• _To do_
Pictures in the entries below are to be left out; otherwise, reproduce exactly the lines from the first through the line containing "M 442,34 L 474,76".

• _Supplied records_
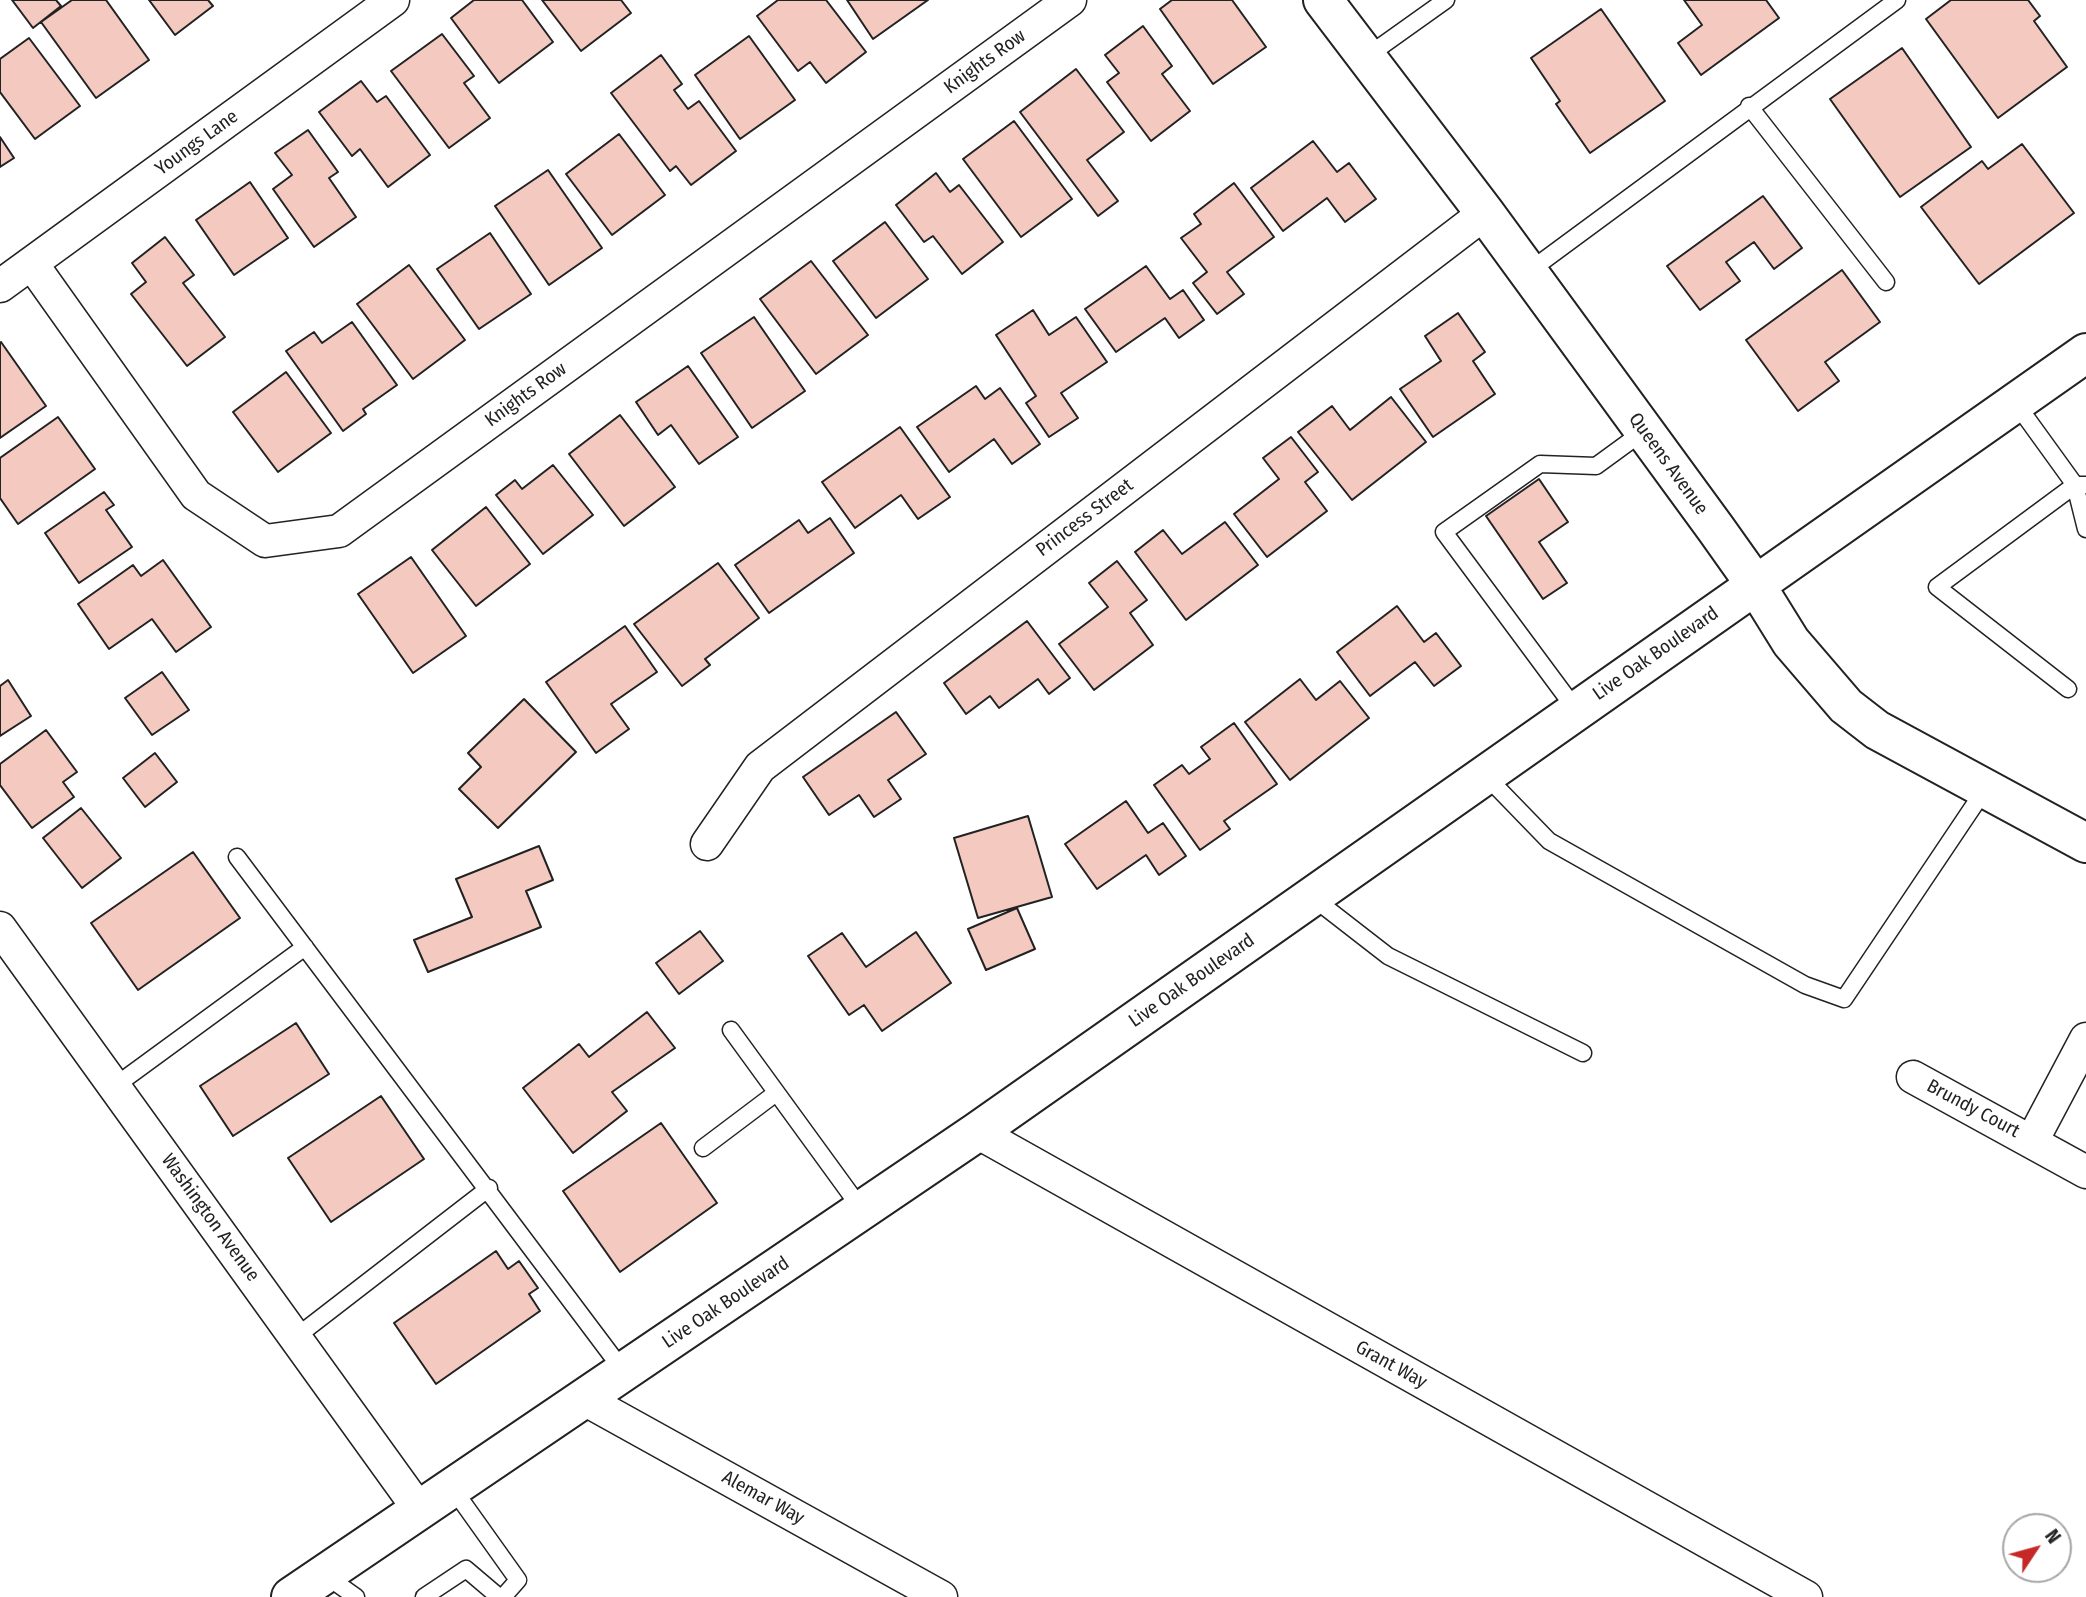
<!DOCTYPE html>
<html>
<head>
<meta charset="utf-8">
<style>
  body { margin:0 }
  #map { position:relative; width:2086px; height:1597px; overflow:hidden; background:#fff; font-family:"Fira Sans Condensed",sans-serif }
  canvas { display:block }
  .north { position:absolute; left:2002px; top:1513px; width:70px; height:70px; box-sizing:border-box; background:#fff; border:2px solid #a7a7a7; border-radius:50%; rotate:54deg; font-size:19px; font-weight:700; line-height:28px; text-align:center; color:#222 }
  .north::after { content:''; display:block; margin:auto; width:24px; height:32px; background:#c62828; clip-path:polygon(50% 0,100% 100%,50% 72%,0 100%) }
</style>
</head>
<body>
<div id="map">
<canvas width="2086" height="1597"></canvas>
<div class="north">N</div>
</div>
<script>
const c = document.querySelector('canvas').getContext('2d');
c.lineJoin = 'round';
function fill(path, color) { c.fillStyle = color; c.fill(path, 'evenodd'); }
function trace(path, color, width, dash) { c.strokeStyle = color; c.lineWidth = width; c.lineCap = dash ? 'butt' : 'round'; c.setLineDash(dash || []); c.stroke(path); }
function write(font, color, halo, rows, align = 'center') {
  c.font = font + ' "Fira Sans Condensed",sans-serif'; c.lineWidth = 5; c.setLineDash([]); c.textBaseline = 'middle'; c.strokeStyle = halo; c.fillStyle = color; for (const [text, x, y, turn = 0] of rows) {
    c.save(); c.translate(x, y); c.rotate((+turn || 0) * Math.PI / 180); c.textAlign = isNaN(turn) ? turn : align; if (halo) c.strokeText(text, 0, 0); c.fillText(text, 0, 0); c.restore();
  }
}
const building = new Path2D(`
  M 12,0 L 56,0 L 61,6 L 33,28 Z
  M 72,0 L 106,0 L 149,60 L 96,98 L 41,22 Z
  M 149,0 L 208,0 L 213,6 L 175,35 Z
  M 474,0 L 522,0 L 553,42 L 499,83 L 451,18 Z
  M 542,0 L 621,0 L 631,13 L 581,51 Z
  M 778,0 L 826,0 L 866,52 L 826,83 L 810,62 L 798,71 L 757,16 Z
  M 847,0 L 928,0 L 873,39 Z
  M 1172,0 L 1232,0 L 1266,47 L 1213,84 L 1160,9 Z
  M 1684,0 L 1766,0 L 1779,18 L 1701,75 L 1678,43 L 1702,25 Z
  M 1951,0 L 2028,0 L 2040,16 L 2034,21 L 2067,67 L 1998,118 L 1926,19 Z
  M 1601,9 L 1665,101 L 1590,153 L 1556,104 L 1560,101 L 1531,58 Z
  M 1143,26 L 1172,66 L 1162,74 L 1190,111 L 1151,141 L 1107,82 L 1119,73 L 1105,55 Z
  M 442,34 L 474,76 L 464,83 L 490,118 L 449,148 L 391,71 Z
  M 749,36 L 795,100 L 740,139 L 695,75 Z
  M 29,38 L 80,106 L 35,139 L 0,92 L 0,59 Z
  M 1902,48 L 1971,147 L 1900,197 L 1830,99 Z
  M 661,55 L 682,84 L 674,90 L 688,109 L 699,101 L 736,151 L 691,185 L 676,166 L 670,171 L 611,93 Z
  M 1076,69 L 1124,132 L 1087,160 L 1118,201 L 1098,216 L 1020,112 Z
  M 361,81 L 377,102 L 386,96 L 430,155 L 388,187 L 360,149 L 352,156 L 319,112 Z
  M 1014,121 L 1072,199 L 1021,237 L 963,159 Z
  M 308,130 L 338,172 L 329,178 L 356,217 L 314,247 L 273,189 L 292,175 L 275,153 Z
  M 619,134 L 665,195 L 612,235 L 566,174 Z
  M 0,137 L 14,158 L 0,167 Z
  M 1313,141 L 1337,172 L 1349,163 L 1376,199 L 1345,222 L 1327,198 L 1283,231 L 1251,188 Z
  M 2022,144 L 2074,213 L 1979,284 L 1921,207 L 1982,161 L 1988,169 Z
  M 548,170 L 602,248 L 549,285 L 495,206 Z
  M 936,173 L 950,192 L 959,185 L 1003,242 L 962,274 L 933,236 L 924,242 L 896,205 Z
  M 250,182 L 288,238 L 234,275 L 196,220 Z
  M 1234,183 L 1274,237 L 1227,272 L 1244,294 L 1217,314 L 1193,283 L 1207,272 L 1181,238 L 1201,224 L 1194,214 Z
  M 1763,196 L 1802,248 L 1774,269 L 1754,242 L 1726,262 L 1740,281 L 1700,310 L 1667,266 Z
  M 885,222 L 928,279 L 876,318 L 833,261 Z
  M 490,233 L 531,294 L 479,329 L 437,269 Z
  M 165,237 L 194,275 L 183,283 L 225,337 L 187,366 L 131,294 L 146,282 L 132,263 Z
  M 811,261 L 868,335 L 816,374 L 760,299 Z
  M 409,265 L 465,340 L 413,379 L 357,304 Z
  M 1146,266 L 1170,299 L 1183,290 L 1204,320 L 1179,338 L 1165,318 L 1116,352 L 1085,309 Z
  M 1842,270 L 1880,322 L 1825,362 L 1839,381 L 1798,411 L 1746,340 Z
  M 1033,310 L 1049,335 L 1076,317 L 1107,362 L 1061,393 L 1078,418 L 1049,437 L 1026,403 L 1036,396 L 996,335 Z
  M 1458,313 L 1485,352 L 1473,361 L 1495,394 L 1433,437 L 1400,389 L 1441,361 L 1425,336 Z
  M 754,317 L 805,391 L 752,428 L 701,353 Z
  M 352,322 L 397,385 L 363,409 L 366,414 L 343,431 L 286,351 L 314,332 L 322,343 Z
  M 1,342 L 46,406 L 0,438 L 0,343 Z
  M 688,366 L 738,437 L 699,464 L 671,425 L 658,435 L 636,402 Z
  M 286,372 L 331,433 L 278,472 L 233,412 Z
  M 976,386 L 985,399 L 1000,388 L 1040,444 L 1012,464 L 994,439 L 949,472 L 917,427 Z
  M 1391,397 L 1426,442 L 1352,500 L 1298,432 L 1332,406 L 1350,430 Z
  M 620,415 L 675,487 L 624,526 L 569,454 Z
  M 58,417 L 95,469 L 18,524 L 0,498 L 0,458 Z
  M 900,427 L 950,497 L 918,519 L 901,495 L 855,528 L 822,482 Z
  M 1291,437 L 1318,472 L 1305,482 L 1327,511 L 1267,557 L 1234,514 L 1279,479 L 1263,458 Z
  M 553,465 L 593,515 L 543,554 L 496,495 L 515,480 L 522,489 Z
  M 1539,479 L 1568,522 L 1539,542 L 1567,583 L 1543,599 L 1486,516 Z
  M 104,492 L 114,505 L 106,510 L 132,547 L 79,583 L 45,533 Z
  M 486,507 L 530,564 L 476,606 L 432,550 Z
  M 830,518 L 854,553 L 769,613 L 735,565 L 799,520 L 808,533 Z
  M 1225,522 L 1258,565 L 1186,620 L 1135,552 L 1163,530 L 1182,554 Z
  M 411,557 L 466,636 L 413,673 L 358,594 Z
  M 163,560 L 211,627 L 176,652 L 152,619 L 109,649 L 78,604 L 133,565 L 141,576 Z
  M 1117,561 L 1147,600 L 1130,613 L 1153,645 L 1094,690 L 1059,644 L 1108,607 L 1089,583 Z
  M 718,563 L 759,618 L 705,659 L 710,665 L 682,686 L 634,624 Z
  M 1397,606 L 1424,642 L 1436,633 L 1461,666 L 1434,686 L 1415,662 L 1370,696 L 1337,652 Z
  M 1027,621 L 1070,678 L 1049,694 L 1038,679 L 999,708 L 990,696 L 966,714 L 944,683 Z
  M 625,626 L 657,672 L 611,704 L 629,729 L 596,753 L 546,682 Z
  M 162,672 L 189,710 L 152,735 L 125,698 Z
  M 1300,679 L 1316,700 L 1340,681 L 1369,718 L 1290,780 L 1245,722 Z
  M 8,680 L 31,716 L 0,736 L 0,686 Z
  M 524,699 L 576,752 L 498,828 L 459,789 L 481,767 L 468,753 Z
  M 896,712 L 926,754 L 888,780 L 901,799 L 874,817 L 859,795 L 829,815 L 803,777 Z
  M 1234,723 L 1277,784 L 1224,821 L 1230,829 L 1200,850 L 1154,785 L 1182,765 L 1189,774 L 1210,759 L 1201,747 Z
  M 46,730 L 77,772 L 63,782 L 74,797 L 32,828 L 0,785 L 0,764 Z
  M 155,753 L 177,782 L 145,807 L 123,778 Z
  M 1126,801 L 1148,833 L 1163,823 L 1186,856 L 1159,875 L 1146,855 L 1097,889 L 1065,844 Z
  M 81,808 L 121,858 L 82,888 L 43,838 Z
  M 1028,816 L 1052,897 L 978,918 L 954,838 Z
  M 539,846 L 553,880 L 526,891 L 541,927 L 428,972 L 414,940 L 472,917 L 456,879 Z
  M 193,852 L 240,918 L 138,990 L 91,923 Z
  M 1017,908 L 1035,949 L 986,970 L 968,929 Z
  M 700,931 L 723,961 L 679,994 L 656,963 Z
  M 916,932 L 951,983 L 882,1031 L 864,1005 L 849,1015 L 808,956 L 842,933 L 866,967 Z
  M 647,1012 L 675,1048 L 612,1092 L 627,1111 L 573,1153 L 523,1088 L 579,1044 L 589,1057 Z
  M 296,1023 L 329,1074 L 233,1136 L 200,1086 Z
  M 381,1096 L 424,1159 L 331,1222 L 288,1158 Z
  M 661,1123 L 717,1203 L 620,1272 L 563,1191 Z
  M 496,1251 L 508,1269 L 519,1261 L 538,1288 L 529,1294 L 540,1311 L 436,1384 L 394,1323 Z`);
fill(building, '#f3c9c0');
trace(building, '#222', 2);
const lane = new Path2D(`
  M 1366,57 L 1446,0
  M 1749,106 L 1886,282
  M 1528,272 L 1897,0
  M 2015,402 L 2075,485 L 2086,485
  M 2068,689 L 1937,587 L 2075,485 L 2086,529
  M 1576,710 L 1444,532 L 1540,464 L 1596,466 L 1644,431
  M 1485,775 L 1549,841 L 1805,985 L 1844,999 L 1985,789
  M 237,857 L 624,1372
  M 1312,897 L 1388,956 L 1583,1053
  M 731,1030 L 862,1210
  M 115,1086 L 305,947
  M 703,1148 L 776,1093
  M 296,1337 L 489,1188
  M 451,1486 L 518,1580 L 503,1597
  M 325,1575 L 356,1597
  M 424,1597 L 466,1569 L 499,1597`);
const street = new Path2D(`
  M 32,264 L 196,495 L 265,541 L 339,531 L 1070,0
  M 0,286 L 393,0
  M 707,844 L 760,767 L 1485,213
  M 0,928 L 418,1508
  M 1913,1077 L 2086,1172
  M 977,1132 L 1806,1597
  M 2032,1141 L 2086,1039
  M 584,1399 L 941,1597`);
const secondary = new Path2D(`
  M 1323,0 L 1485,213 L 1716,529 L 1755,584 L 1791,642 L 1846,706 L 1877,730 L 2086,843
  M 291,1597 L 977,1132 L 2086,353`);
trace(lane, '#222', 19);
trace(street, '#222', 35);
trace(secondary, '#222', 42);
trace(lane, '#fff', 16);
trace(street, '#fff', 32);
trace(secondary, '#fff', 38);
write('19px', '#222', '#fff', [
  ["Knights Row",985,62,-36],
  ["Youngs Lane",197,143,-36],
  ["Knights Row",526,395,-36],
  ["Queens Avenue",1668,464,54],
  ["Princess Street",1085,518,-37],
  ["Live Oak Boulevard",1656,654,-35],
  ["Live Oak Boulevard",1192,981,-35],
  ["Brundy Court",1973,1109,28],
  ["Washington Avenue",210,1218,54],
  ["Live Oak Boulevard",726,1303,-34],
  ["Grant Way",1391,1365,29],
  ["Alemar Way",763,1498,29]
]);
</script>
</body>
</html>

• _Exercise response_
<!DOCTYPE html>
<html>
<head>
<meta charset="utf-8">
<style>
  body { margin:0 }
  #map { position:relative; width:2086px; height:1597px; overflow:hidden; background:#fff; font-family:"Fira Sans Condensed",sans-serif }
  canvas { display:block }
  .north { position:absolute; left:2002px; top:1513px; width:70px; height:70px; box-sizing:border-box; background:#fff; border:2px solid #a7a7a7; border-radius:50%; rotate:54deg; font-size:19px; font-weight:700; line-height:28px; text-align:center; color:#222 }
  .north::after { content:''; display:block; margin:auto; width:24px; height:32px; background:#c62828; clip-path:polygon(50% 0,100% 100%,50% 72%,0 100%) }
</style>
</head>
<body>
<div id="map">
<canvas width="2086" height="1597"></canvas>
<div class="north">N</div>
</div>
<script>
const c = document.querySelector('canvas').getContext('2d');
c.lineJoin = 'round';
function fill(path, color) { c.fillStyle = color; c.fill(path, 'evenodd'); }
function trace(path, color, width, dash) { c.strokeStyle = color; c.lineWidth = width; c.lineCap = dash ? 'butt' : 'round'; c.setLineDash(dash || []); c.stroke(path); }
function write(font, color, halo, rows, align = 'center') {
  c.font = font + ' "Fira Sans Condensed",sans-serif'; c.lineWidth = 5; c.setLineDash([]); c.textBaseline = 'middle'; c.strokeStyle = halo; c.fillStyle = color; for (const [text, x, y, turn = 0] of rows) {
    c.save(); c.translate(x, y); c.rotate((+turn || 0) * Math.PI / 180); c.textAlign = isNaN(turn) ? turn : align; if (halo) c.strokeText(text, 0, 0); c.fillText(text, 0, 0); c.restore();
  }
}
const building = new Path2D(`
  M 12,0 L 56,0 L 61,6 L 33,28 Z
  M 72,0 L 106,0 L 149,60 L 96,98 L 41,22 Z
  M 149,0 L 208,0 L 213,6 L 175,35 Z
  M 474,0 L 522,0 L 553,42 L 499,83 L 451,18 Z
  M 542,0 L 621,0 L 631,13 L 581,51 Z
  M 778,0 L 826,0 L 866,52 L 826,83 L 810,62 L 798,71 L 757,16 Z
  M 847,0 L 928,0 L 873,39 Z
  M 1172,0 L 1232,0 L 1266,47 L 1213,84 L 1160,9 Z
  M 1684,0 L 1766,0 L 1779,18 L 1701,75 L 1678,43 L 1702,25 Z
  M 1951,0 L 2028,0 L 2040,16 L 2034,21 L 2067,67 L 1998,118 L 1926,19 Z
  M 1601,9 L 1665,101 L 1590,153 L 1556,104 L 1560,101 L 1531,58 Z
  M 1143,26 L 1172,66 L 1162,74 L 1190,111 L 1151,141 L 1107,82 L 1119,73 L 1105,55 Z
  M 442,34 L 474,76 L 464,83 L 490,118 L 449,148 L 391,71 Z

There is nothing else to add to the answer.